What the exercise asks
Keep to one stretch of the data below, the lines from the one with "height:23px; margin:-11.5px; padding:0" up to and including the one with "position:absolute; left:1409px; top:14px;", and return that stretch exactly.

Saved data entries
BEGIN

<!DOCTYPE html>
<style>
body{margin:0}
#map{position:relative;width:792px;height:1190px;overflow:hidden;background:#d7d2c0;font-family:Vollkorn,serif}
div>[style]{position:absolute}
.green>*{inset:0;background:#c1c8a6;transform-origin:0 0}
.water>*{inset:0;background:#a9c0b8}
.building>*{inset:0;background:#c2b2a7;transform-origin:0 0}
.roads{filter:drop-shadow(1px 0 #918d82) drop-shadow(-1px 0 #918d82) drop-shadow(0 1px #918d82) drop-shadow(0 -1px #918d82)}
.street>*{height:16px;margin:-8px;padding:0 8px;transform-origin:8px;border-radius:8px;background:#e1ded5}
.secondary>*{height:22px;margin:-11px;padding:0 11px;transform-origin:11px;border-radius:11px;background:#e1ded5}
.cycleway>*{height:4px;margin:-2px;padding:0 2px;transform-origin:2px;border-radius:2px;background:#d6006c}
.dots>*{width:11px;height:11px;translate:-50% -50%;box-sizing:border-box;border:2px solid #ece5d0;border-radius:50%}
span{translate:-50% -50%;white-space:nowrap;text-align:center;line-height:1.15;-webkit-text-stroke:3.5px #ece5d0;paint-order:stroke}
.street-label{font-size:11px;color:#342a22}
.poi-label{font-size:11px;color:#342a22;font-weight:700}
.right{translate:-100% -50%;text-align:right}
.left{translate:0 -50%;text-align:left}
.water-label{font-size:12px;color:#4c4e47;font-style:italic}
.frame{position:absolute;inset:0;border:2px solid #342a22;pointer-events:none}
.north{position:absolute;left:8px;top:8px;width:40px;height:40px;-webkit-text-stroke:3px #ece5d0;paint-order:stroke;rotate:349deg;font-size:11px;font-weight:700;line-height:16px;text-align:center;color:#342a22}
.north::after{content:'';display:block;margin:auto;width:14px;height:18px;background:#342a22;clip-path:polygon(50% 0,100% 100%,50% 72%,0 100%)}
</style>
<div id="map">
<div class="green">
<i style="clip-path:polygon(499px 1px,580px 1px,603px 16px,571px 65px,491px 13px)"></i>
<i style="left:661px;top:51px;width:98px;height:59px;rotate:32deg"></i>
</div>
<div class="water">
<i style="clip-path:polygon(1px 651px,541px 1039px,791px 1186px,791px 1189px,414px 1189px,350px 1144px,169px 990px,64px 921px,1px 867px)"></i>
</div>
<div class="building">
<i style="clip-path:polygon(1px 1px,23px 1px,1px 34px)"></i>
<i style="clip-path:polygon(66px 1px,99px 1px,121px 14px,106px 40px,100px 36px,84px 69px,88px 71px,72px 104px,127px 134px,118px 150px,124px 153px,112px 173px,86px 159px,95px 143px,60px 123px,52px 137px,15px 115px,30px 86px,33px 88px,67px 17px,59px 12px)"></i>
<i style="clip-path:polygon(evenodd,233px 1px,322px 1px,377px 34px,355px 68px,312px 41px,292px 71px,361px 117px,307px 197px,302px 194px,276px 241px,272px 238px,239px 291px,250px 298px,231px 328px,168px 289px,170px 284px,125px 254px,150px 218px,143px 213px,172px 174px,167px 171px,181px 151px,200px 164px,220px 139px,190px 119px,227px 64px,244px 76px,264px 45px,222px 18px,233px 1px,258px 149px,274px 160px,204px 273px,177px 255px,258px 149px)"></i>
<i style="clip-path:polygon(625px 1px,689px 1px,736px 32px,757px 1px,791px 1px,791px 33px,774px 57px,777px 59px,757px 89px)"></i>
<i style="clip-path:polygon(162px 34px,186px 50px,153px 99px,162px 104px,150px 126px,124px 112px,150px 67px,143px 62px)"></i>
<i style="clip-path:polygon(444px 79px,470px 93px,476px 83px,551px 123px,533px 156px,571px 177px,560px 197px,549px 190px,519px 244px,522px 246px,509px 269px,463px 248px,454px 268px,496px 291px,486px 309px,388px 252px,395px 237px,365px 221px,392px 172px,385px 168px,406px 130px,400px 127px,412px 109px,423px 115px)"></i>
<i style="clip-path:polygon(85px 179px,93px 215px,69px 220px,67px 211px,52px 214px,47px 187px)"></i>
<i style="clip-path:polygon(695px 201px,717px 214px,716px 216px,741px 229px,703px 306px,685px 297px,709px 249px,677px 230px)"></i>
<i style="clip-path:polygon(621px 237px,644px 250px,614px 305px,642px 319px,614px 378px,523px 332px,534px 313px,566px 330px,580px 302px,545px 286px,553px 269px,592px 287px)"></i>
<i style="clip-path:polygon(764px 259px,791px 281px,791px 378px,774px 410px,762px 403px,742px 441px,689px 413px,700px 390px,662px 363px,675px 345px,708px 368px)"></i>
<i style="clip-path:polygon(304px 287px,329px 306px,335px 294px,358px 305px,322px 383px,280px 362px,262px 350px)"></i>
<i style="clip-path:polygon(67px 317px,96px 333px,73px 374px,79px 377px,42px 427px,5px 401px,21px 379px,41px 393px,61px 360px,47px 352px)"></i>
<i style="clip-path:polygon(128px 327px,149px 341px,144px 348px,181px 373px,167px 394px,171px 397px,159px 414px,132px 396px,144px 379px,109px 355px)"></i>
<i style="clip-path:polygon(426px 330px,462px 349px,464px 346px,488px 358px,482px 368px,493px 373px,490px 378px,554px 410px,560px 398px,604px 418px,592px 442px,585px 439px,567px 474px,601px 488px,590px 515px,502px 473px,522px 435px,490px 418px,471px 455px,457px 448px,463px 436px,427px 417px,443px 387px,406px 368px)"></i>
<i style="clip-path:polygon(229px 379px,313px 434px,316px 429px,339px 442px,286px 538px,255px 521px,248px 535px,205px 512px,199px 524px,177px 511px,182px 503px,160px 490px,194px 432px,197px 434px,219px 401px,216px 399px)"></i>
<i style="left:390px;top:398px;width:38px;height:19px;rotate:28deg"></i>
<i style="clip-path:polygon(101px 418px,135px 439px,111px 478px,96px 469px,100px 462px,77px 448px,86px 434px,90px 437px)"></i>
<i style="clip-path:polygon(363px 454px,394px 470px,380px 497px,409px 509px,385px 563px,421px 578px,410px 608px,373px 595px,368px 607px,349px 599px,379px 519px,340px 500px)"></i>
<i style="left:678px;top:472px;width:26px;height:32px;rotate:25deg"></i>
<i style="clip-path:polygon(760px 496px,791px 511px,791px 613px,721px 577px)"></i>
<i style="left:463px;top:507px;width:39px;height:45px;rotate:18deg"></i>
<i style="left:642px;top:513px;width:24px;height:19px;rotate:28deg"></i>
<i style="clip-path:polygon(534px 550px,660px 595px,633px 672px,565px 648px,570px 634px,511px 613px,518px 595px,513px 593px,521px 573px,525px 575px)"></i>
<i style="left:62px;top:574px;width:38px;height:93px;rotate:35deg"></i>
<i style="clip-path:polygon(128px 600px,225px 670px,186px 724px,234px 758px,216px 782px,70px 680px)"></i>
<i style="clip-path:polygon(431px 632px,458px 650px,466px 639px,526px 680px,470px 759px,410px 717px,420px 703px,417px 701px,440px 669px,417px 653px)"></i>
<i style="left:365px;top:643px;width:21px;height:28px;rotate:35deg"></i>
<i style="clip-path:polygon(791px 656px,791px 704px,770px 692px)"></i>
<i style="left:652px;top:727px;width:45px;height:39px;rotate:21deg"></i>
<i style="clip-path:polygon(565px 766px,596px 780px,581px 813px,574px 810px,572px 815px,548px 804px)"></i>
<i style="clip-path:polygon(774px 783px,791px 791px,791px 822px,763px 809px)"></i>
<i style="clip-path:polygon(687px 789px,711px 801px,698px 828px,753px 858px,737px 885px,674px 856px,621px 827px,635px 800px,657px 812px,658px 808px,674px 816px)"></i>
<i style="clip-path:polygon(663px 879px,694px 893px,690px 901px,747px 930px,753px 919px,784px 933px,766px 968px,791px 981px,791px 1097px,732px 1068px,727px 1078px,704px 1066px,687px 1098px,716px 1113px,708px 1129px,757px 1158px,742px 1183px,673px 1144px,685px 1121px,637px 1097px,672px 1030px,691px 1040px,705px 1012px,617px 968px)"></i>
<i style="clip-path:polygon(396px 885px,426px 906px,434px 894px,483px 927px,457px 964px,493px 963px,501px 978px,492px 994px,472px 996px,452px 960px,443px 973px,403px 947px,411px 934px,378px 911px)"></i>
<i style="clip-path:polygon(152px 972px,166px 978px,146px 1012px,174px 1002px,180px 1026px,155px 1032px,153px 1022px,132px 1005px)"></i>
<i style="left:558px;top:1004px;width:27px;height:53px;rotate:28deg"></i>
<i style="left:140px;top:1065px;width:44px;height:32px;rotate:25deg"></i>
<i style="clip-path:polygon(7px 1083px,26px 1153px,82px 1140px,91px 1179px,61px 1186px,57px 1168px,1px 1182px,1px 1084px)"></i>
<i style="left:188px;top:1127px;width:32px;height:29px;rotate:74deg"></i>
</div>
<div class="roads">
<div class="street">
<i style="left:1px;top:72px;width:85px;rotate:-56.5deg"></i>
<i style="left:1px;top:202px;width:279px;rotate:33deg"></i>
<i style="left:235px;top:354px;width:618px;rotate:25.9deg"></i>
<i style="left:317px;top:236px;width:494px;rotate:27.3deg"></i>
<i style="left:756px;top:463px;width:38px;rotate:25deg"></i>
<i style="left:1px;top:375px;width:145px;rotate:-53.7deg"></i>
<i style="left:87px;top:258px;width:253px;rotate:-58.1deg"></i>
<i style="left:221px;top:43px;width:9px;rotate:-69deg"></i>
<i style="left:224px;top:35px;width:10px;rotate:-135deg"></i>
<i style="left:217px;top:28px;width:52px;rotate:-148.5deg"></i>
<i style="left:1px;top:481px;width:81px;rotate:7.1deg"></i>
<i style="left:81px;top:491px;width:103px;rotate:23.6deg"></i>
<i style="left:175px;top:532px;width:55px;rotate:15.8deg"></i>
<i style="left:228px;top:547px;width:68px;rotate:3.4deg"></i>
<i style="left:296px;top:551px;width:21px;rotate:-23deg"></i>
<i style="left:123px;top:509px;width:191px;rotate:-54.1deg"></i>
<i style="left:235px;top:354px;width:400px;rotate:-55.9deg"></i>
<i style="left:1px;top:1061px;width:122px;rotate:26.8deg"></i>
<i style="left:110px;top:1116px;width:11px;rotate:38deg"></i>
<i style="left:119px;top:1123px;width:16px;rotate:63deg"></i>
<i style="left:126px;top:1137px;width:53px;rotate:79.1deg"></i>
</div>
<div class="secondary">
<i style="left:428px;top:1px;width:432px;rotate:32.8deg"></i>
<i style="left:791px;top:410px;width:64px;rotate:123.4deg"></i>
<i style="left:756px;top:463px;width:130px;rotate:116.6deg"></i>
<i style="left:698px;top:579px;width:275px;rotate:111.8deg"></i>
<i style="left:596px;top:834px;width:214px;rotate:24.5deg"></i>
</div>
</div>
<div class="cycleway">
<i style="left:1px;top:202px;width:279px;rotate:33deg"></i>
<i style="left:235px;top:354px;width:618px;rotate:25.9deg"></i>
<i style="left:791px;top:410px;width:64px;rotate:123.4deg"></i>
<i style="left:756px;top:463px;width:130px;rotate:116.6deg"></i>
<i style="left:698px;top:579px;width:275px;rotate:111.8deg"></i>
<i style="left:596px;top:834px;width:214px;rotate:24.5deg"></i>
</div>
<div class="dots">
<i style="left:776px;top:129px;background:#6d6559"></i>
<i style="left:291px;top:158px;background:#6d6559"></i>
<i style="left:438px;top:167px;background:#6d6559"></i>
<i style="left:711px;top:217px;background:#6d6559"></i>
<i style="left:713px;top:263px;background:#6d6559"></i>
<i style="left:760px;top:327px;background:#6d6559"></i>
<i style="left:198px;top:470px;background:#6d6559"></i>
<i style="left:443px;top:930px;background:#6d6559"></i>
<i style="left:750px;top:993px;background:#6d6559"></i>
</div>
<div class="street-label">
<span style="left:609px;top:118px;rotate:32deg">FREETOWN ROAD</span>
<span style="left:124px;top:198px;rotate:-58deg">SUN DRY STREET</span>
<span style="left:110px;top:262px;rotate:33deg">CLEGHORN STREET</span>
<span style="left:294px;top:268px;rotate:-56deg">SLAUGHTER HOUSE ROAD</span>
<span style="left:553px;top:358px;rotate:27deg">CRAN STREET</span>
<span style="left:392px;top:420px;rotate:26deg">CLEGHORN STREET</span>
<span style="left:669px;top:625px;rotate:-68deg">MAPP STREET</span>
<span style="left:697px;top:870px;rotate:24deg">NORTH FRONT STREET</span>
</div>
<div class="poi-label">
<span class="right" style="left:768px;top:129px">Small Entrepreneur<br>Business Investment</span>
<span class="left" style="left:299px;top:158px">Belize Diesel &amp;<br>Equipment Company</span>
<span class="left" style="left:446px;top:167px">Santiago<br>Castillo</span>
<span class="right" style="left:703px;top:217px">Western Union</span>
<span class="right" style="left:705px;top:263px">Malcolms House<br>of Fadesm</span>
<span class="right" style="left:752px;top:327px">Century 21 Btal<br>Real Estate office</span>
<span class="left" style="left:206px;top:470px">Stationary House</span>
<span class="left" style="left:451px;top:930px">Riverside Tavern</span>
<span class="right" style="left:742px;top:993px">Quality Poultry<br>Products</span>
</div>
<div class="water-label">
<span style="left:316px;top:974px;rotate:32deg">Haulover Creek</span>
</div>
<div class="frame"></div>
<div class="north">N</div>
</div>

END
BEGIN

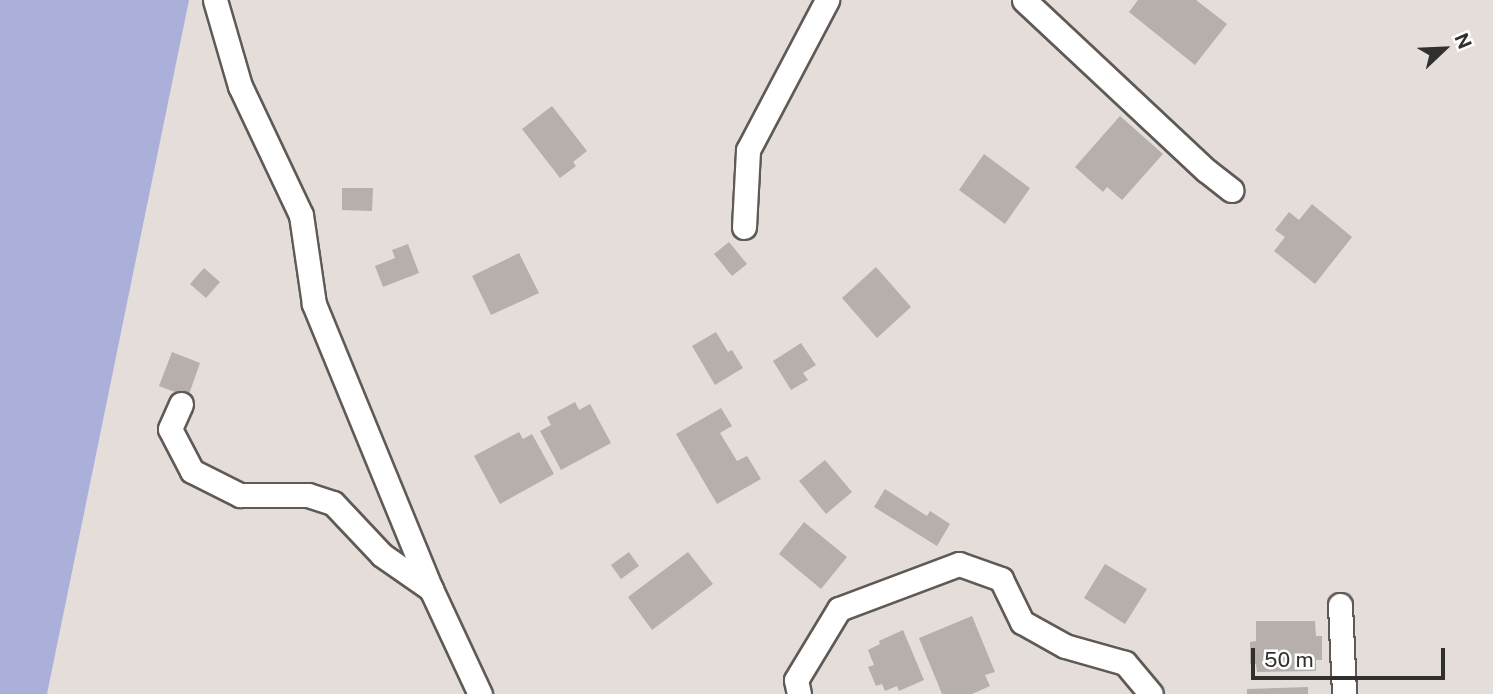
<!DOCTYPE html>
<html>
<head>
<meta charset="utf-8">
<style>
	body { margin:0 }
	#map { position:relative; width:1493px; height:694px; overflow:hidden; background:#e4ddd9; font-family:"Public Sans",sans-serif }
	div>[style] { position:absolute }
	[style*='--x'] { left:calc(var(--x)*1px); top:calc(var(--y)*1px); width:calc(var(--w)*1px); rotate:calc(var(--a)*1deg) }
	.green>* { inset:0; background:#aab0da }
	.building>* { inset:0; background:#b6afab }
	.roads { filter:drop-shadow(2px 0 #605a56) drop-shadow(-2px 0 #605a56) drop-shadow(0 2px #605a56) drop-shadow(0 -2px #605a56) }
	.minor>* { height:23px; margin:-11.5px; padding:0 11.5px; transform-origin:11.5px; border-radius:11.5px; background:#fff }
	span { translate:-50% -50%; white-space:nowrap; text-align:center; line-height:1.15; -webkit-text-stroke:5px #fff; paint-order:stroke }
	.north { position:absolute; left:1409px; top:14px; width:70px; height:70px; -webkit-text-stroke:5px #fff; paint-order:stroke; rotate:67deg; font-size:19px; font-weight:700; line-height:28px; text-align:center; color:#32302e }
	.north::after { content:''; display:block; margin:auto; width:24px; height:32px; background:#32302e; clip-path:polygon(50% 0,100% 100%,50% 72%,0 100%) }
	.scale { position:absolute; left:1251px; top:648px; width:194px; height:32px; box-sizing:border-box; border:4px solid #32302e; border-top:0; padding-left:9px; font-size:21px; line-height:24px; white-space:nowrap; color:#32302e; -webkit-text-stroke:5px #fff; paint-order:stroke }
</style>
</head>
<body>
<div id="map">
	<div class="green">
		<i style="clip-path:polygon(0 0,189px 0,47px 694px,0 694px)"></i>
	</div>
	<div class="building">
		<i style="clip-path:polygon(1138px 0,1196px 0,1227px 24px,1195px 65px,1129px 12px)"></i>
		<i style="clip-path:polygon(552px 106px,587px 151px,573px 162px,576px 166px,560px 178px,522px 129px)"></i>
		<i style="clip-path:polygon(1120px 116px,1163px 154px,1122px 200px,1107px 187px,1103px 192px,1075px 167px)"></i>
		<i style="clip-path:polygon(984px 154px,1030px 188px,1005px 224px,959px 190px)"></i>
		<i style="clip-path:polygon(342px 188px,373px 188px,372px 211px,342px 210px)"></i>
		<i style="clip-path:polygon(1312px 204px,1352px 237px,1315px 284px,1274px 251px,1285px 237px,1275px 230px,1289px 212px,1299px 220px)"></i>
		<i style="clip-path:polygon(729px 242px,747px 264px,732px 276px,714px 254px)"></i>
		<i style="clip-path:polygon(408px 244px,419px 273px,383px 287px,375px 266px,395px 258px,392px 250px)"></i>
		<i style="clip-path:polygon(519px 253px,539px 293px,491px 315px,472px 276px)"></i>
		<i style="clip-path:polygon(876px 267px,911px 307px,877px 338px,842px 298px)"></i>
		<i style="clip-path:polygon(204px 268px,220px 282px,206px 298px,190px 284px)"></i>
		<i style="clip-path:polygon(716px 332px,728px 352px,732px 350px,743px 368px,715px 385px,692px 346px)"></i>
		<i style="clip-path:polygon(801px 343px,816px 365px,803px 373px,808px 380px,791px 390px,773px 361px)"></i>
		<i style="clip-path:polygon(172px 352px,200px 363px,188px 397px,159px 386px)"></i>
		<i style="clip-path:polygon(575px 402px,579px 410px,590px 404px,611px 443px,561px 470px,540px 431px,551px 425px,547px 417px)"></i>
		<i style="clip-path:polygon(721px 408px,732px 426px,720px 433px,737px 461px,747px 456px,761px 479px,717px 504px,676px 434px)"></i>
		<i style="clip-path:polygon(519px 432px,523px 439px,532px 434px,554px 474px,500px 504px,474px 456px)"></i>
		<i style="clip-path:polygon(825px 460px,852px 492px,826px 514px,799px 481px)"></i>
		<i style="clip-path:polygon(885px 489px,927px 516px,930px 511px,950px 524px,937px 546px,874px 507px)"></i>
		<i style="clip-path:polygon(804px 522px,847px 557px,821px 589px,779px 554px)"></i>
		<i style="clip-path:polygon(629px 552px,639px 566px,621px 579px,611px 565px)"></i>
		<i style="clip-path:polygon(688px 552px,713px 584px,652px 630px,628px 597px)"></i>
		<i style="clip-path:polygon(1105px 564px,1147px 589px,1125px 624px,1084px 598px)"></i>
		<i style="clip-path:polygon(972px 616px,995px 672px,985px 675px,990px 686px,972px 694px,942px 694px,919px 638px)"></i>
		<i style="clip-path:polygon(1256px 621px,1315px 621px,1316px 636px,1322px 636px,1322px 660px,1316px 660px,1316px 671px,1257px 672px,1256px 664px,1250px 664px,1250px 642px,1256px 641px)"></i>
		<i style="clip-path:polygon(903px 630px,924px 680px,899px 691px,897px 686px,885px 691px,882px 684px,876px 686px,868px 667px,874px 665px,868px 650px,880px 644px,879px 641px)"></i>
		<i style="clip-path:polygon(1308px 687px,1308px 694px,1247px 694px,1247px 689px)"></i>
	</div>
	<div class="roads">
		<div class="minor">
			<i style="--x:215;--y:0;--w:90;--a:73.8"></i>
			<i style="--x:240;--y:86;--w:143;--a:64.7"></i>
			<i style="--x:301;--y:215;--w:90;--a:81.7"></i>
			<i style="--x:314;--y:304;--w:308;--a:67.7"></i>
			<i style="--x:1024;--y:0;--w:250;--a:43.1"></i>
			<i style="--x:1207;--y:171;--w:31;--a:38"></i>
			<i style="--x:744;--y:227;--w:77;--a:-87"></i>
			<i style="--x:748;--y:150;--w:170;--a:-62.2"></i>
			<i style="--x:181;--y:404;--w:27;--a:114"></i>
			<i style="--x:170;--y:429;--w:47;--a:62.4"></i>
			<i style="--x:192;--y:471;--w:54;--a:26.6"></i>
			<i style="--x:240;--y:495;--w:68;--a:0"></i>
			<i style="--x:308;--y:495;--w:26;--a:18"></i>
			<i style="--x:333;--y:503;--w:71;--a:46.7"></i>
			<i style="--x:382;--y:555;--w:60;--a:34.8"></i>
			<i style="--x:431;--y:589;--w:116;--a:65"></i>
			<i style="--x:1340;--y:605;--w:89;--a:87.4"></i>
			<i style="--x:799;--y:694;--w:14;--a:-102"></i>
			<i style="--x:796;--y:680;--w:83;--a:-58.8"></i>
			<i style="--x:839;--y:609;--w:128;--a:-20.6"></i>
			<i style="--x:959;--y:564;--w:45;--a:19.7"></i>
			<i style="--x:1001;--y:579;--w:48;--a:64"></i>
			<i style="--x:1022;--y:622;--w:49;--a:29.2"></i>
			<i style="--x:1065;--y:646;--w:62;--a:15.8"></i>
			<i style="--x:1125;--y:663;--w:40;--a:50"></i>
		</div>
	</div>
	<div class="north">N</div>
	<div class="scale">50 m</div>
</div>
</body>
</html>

END

Response below
	.minor>* { height:23px; margin:-11.5px; padding:0 11.5px; transform-origin:11.5px; border-radius:11.5px; background:#fff }
	span { translate:-50% -50%; white-space:nowrap; text-align:center; line-height:1.15; -webkit-text-stroke:5px #fff; paint-order:stroke }
	.north { position:absolute; left:1409px; top:14px; width:70px; height:70px; -webkit-text-stroke:5px #fff; paint-order:stroke; rotate:67deg; font-size:19px; font-weight:700; line-height:28px; text-align:center; color:#32302e }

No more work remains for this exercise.